Okay, I admit it - I'm cheating a little with this one. You see, dear readers, I never actually had this particular comic when I was a lad. No indeed, but I did read the titanic tale when it was serialised in three (I think) issues of the British '60s title, FANTASTIC. It was reprinted in black and white, but that hardly mattered, so powerful were marvellous MARIE SEVERIN's dynamically composed layouts and storytelling.
Sometime in the early '70s, I re-acquired a few back issues for a short time, and then the tale was reprinted in The MIGHTY WORLD Of MARVEL. I couldn't even guess when I obtained the original issue (TALES TO ASTONISH #100) - was it the late 1980s or the early or mid-'90s? I can't be absolutely sure after all this time. (Maybe I have an invoice lying around somewhere that will supply the date, but I can't even recall if I bought it in a shop or via mail order.)
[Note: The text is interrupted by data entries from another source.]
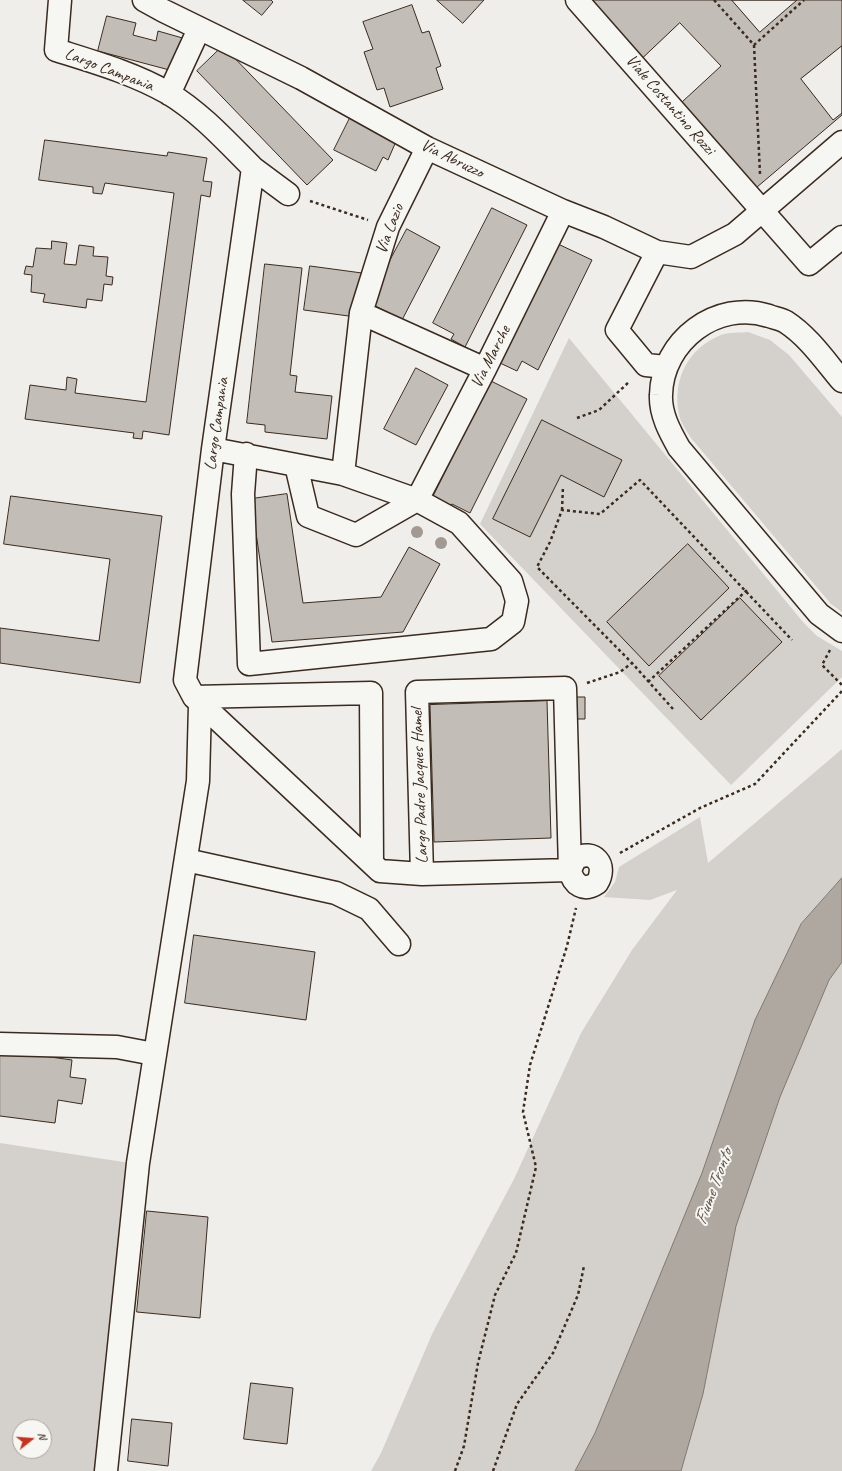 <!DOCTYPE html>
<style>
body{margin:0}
#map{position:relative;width:842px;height:1471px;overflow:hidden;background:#efeeea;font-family:Caveat,sans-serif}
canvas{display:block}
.north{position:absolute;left:12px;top:1419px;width:40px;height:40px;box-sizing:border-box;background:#f6f6f2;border:1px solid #aba49d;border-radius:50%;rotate:73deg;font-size:11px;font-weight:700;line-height:16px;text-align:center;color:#3b2a1e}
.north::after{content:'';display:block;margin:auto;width:14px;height:18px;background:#c8321e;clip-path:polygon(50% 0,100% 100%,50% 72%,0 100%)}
</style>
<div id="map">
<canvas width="842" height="1471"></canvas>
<div class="north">N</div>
</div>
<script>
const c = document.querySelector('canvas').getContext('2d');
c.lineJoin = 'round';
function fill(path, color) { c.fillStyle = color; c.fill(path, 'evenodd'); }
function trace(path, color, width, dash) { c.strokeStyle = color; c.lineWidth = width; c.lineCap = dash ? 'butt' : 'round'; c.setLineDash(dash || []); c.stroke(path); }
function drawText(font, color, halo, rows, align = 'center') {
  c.font = font + ' Caveat,sans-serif'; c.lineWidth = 4; c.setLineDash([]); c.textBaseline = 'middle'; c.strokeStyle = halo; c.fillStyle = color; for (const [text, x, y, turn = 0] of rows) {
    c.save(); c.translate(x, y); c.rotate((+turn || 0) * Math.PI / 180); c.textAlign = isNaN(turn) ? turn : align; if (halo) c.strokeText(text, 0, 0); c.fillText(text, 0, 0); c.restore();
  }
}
const green = new Path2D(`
 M748,332l22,8 19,15 53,62v195l-11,-8 -140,-166c-4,-7 -11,-16 -12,-24 -7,-34 9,-66 42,-79 7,-3 18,-2 27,-3z
 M569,338l234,284 14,14 25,15v26l-111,108 -251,-261z
 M842,749v129l-41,46 -46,96 -53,153 -107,260 -20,38h-204l10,-18 52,-121 81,-153 67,-146 51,-83 45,-60 -27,10 -46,-3 11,-15 4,-15 81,-50 8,46z
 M842,962v509h-161l22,-77 33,-168 44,-129 49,-117z
 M0,1143l130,20 -33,308h-97zM20,1427h24v24h-24z`);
const water = new Path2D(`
 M842,878v84l-13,18 -49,117 -44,129 -33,168 -22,77h-106l20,-38 107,-260 53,-153 46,-96z`);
const building = new Path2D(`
 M243,0h28l2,2 -11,13z
 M437,0h47l-21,23z
 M588,0h254v115l-92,78z
 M732,0h65l-37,32z
 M412,5l10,28 7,-2 12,35 -5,2 7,21 -53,18 -6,-19 -7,2 -13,-38 9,-3 -10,-27z
 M107,16l29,7 -3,12 23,6 2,-10 28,8 -9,33 -79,-21z
 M680,23l41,43 -39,36 -40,-43z
 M223,46l110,114 -26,25 -110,-114z
 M842,46v67l-9,7 -32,-41z
 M351,116l46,23 -9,21 -5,-3 -7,14 -42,-21z
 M45,140l122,16 1,-4 39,6 -4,23 9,1 -2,15 -9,-2 -32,240 -26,-4 -1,8 -9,-1 1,-5 -109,-14 5,-34 36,5 1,-13 10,2 -2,14 71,9 28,-209 -69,-10 -3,11 -9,-1v-6l-54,-7z
 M492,208l35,17 -62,122 -14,-8 3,-5 -21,-11z
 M407,229l33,18 -38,73 -34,-18z
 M52,241l15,2 -3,21 12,1 3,-20 15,2 -1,9 15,1 -2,19 7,1 -1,8 -8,-1 -2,17 -15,-2 -1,9 -43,-6 2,-8 -14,-2 1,-17 -8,-1 2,-8 7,1 3,-19 15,1z
 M558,244l34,16 -54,110 -16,-9 -5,10 -17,-8z
 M265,264l37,4 -12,107 7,1 -2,16 37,4 -5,43 -62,-7v-7l-18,-2z
 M310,266l52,7 -6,44 -52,-7z
 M416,368l32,17 -32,60 -32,-16z
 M491,381l36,18 -57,114 -18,-9 -5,4 -16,-7z
 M542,420l80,40 -18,37 -43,-22 -31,62 -37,-18z
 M287,494l16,109 78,-6 28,-50 31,17 -37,68 -131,10 -21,-143z
 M11,496l151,20 -22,167 -140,-20v-35l99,13 11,-82 -106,-15z
 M688,544l41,44 -80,78 -42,-44z
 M740,598l42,44 -81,78 -42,-44z
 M574,697h11v22h-10z
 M547,701l4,137 -117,4 -4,-137z
 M194,935l121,17 -9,68 -121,-17z
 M0,1050l72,10 -2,17 16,2 -4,25 -24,-4 -3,23 -55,-7z
 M147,1211l61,6 -8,101 -63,-6z
 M251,1383l42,5 -6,56 -43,-5z
 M132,1419l40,4 -4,43 -40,-5z`);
const path = new Path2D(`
 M714,0l40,45 50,-45
 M754,45l6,129
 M310,201l58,19
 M577,418l22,-8 31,-29
 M562,510l1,-24
 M830,650l-8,15 20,20
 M648,682l99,-92
 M587,683l33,-11 12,-9
 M673,709l-41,-46 -95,-96 13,-25 12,-32 38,4 40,-34 152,160
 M620,853l80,-45 55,-24 87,-93
 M455,1471l9,-25 14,-83 17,-68 21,-42 20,-86 -13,-55 7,-47 37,-119 9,-38
 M493,1471l24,-67 36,-51 25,-58 6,-29`);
const minor = new Path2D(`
 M60,0l-4,50c38,12 77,23 112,43 32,19 59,49 85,75l-40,281 -28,231 9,17 186,174 42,3 148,-4
 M144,0l20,11 137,67 126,70 136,63 41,16 53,25 34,5 44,-23 107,-92
 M577,0l232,264 33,-27
 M169,94l30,-65
 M253,168l35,26
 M657,252l-40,78 29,35 20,2
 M361,313l124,56
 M842,381c-17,-20 -33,-44 -56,-59 -5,-3 -12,-4 -17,-6 -52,-17 -107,25 -108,79 -1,19 9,37 18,53l140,166 23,17
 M213,449l130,25 74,26 68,-131 78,-158
 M246,454l-3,40 6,170 242,-25 22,-17 4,-21 -6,-20 -52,-58 -42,-23 -61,35 -48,-19 -12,-51
 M343,474l18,-161 27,-86 39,-79
 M194,697l177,-4 1,170
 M186,860l150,33 33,16 30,35
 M422,874l-5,-182 148,-4 5,182c3,15 14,22 27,13 11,-18 -3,-35 -22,-24l-5,11
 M0,1044l117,3 37,7
 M106,1471l32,-308 60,-382 2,-76`);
const trees = [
 [417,532],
 [441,543]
];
const streetNames = [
 ["Largo Campania",109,70,21],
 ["Viale Costantino Rozzi",670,105,49],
 ["Via Abruzzo",452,159,26],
 ["Via Lazio",390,229,-69],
 ["Via Marche",491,357,-63],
 ["Largo Campania",217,424,-82],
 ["Largo Padre Jacques Hamel",420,786,-92]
];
const waterNames = [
 ["Fiume Tronto",714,1187,-70]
];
fill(green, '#d4d1cc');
fill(water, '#afa8a1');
trace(water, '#81766d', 1);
fill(building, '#c2bdb7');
trace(building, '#3b2a1e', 1);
trace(minor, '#3b2a1e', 25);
trace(path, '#3b2a1e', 2.5, [3, 3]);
trace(minor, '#f6f6f2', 22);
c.fillStyle = '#a19992';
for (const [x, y] of trees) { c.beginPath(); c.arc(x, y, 6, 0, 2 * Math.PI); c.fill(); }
drawText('17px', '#3b2a1e', '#f6f6f2', streetNames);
drawText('italic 18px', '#64564c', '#f6f6f2', waterNames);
</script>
Not that it matters I suppose, because the story shrieks the '60s at me regardless of which version I'm looking at. I'd taken some Fantastics into primary school one day, and therefore associate the tale mainly with the classroom wherein I pored o'er the pulsating pages in awestruck wonder during a break in lessons. However, I thought it was only right and proper to show the original TTA version, so that you could see how it was first presented to a breathlessly waiting world.
COMING NEXT: Part Four of 'Pot Luck' Marvel Cover Gallery!
2 comments:
An epic battle indeed - almost as goodas the first Hulk/ Thor battle!
Indeed, JP. They knew how to make comics in those days. Now it all seems to be talking heads for page after page.